- _YOUR TASK_:
Write only the number of lines below in which "above" occurs.
(Beginning of RECORDED DATA)
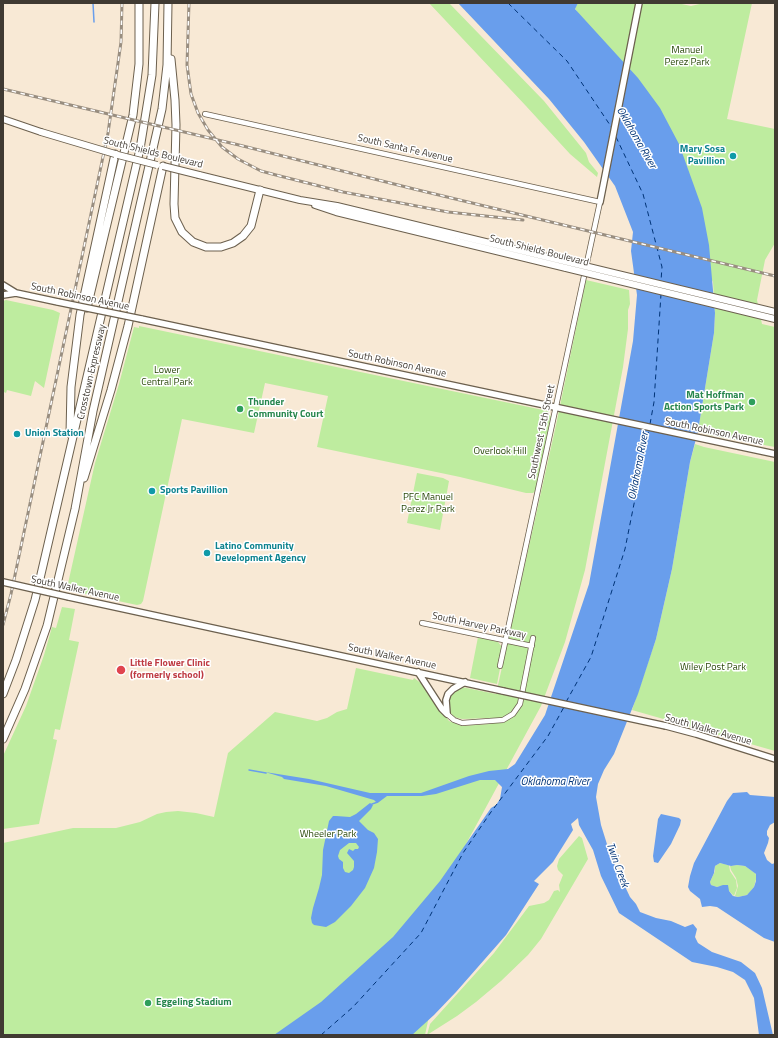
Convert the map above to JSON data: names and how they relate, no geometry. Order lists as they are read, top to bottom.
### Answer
{
  "streets": {
    "highway": ["Crosstown Expressway"],
    "main road": ["South Shields Boulevard", "South Robinson Avenue", "South Walker Avenue"],
    "street": ["South Santa Fe Avenue", "Southwest 15th Street", "South Harvey Parkway"]
  },
  "crossings": [
    ["South Santa Fe Avenue", "Southwest 15th Street"],
    ["South Robinson Avenue", "Southwest 15th Street"],
    ["Southwest 15th Street", "South Harvey Parkway"]
  ],
  "water": ["Oklahoma River", "Twin Creek"],
  "parks": [
    "Manuel Perez Park",
    "Lower Central Park",
    "Overlook Hill",
    "PFC Manuel Perez Jr Park",
    "Wiley Post Park",
    "Wheeler Park"
  ],
  "places": [
    "Mary Sosa Pavillion",
    "Mat Hoffman Action Sports Park",
    "Thunder Community Court",
    "Union Station",
    "Sports Pavillion",
    "Latino Community Development Agency",
    "Little Flower Clinic (formerly school)",
    "Eggeling Stadium"
  ]
}
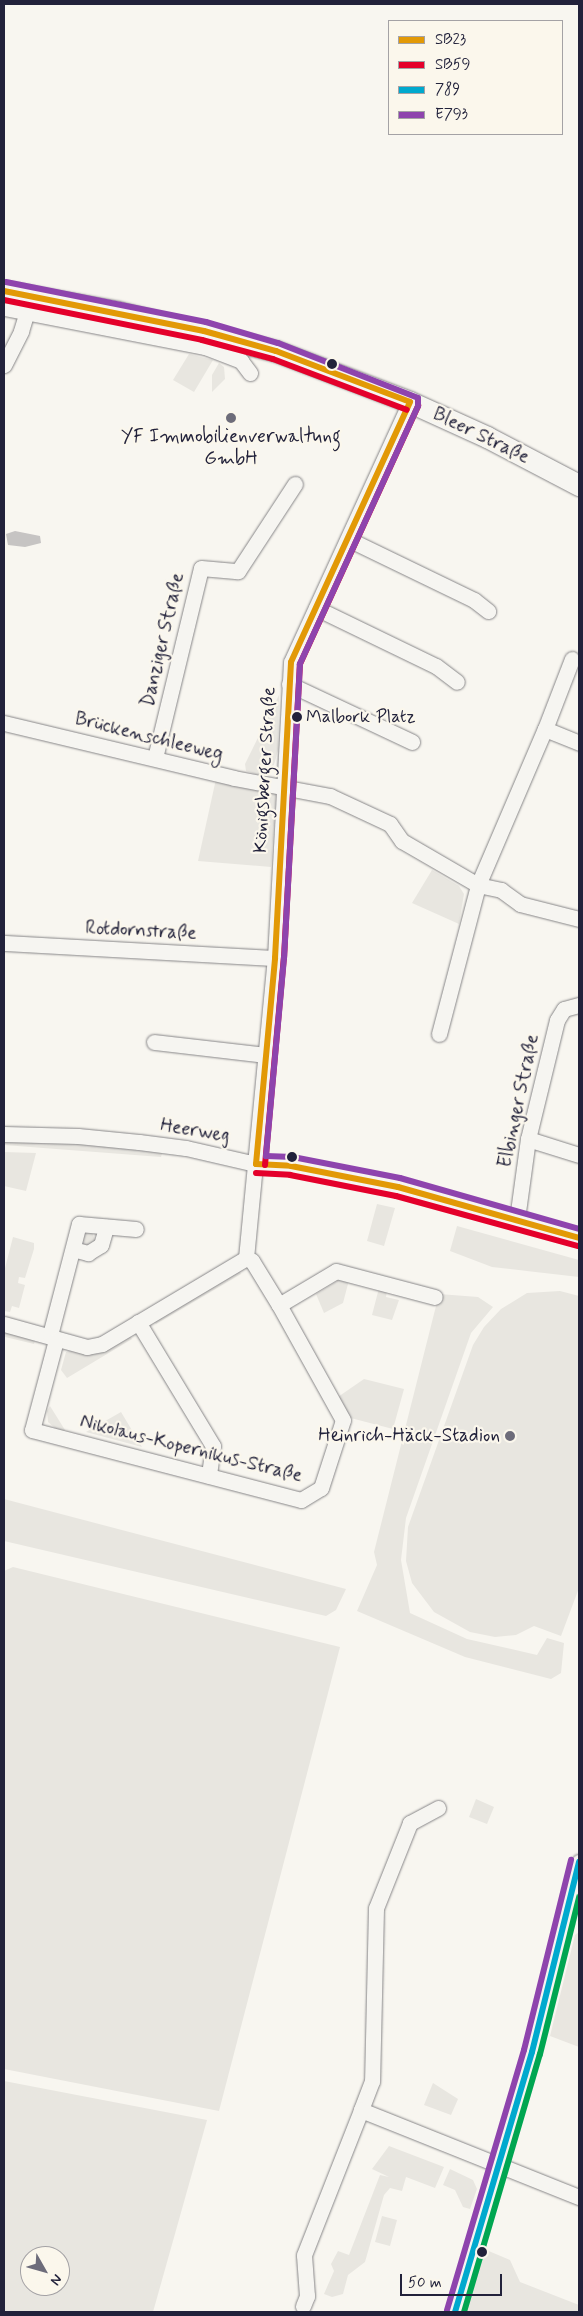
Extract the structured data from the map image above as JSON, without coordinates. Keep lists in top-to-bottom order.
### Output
(End of RECORDED DATA)
- _EXERCISE SOLUTION_:
2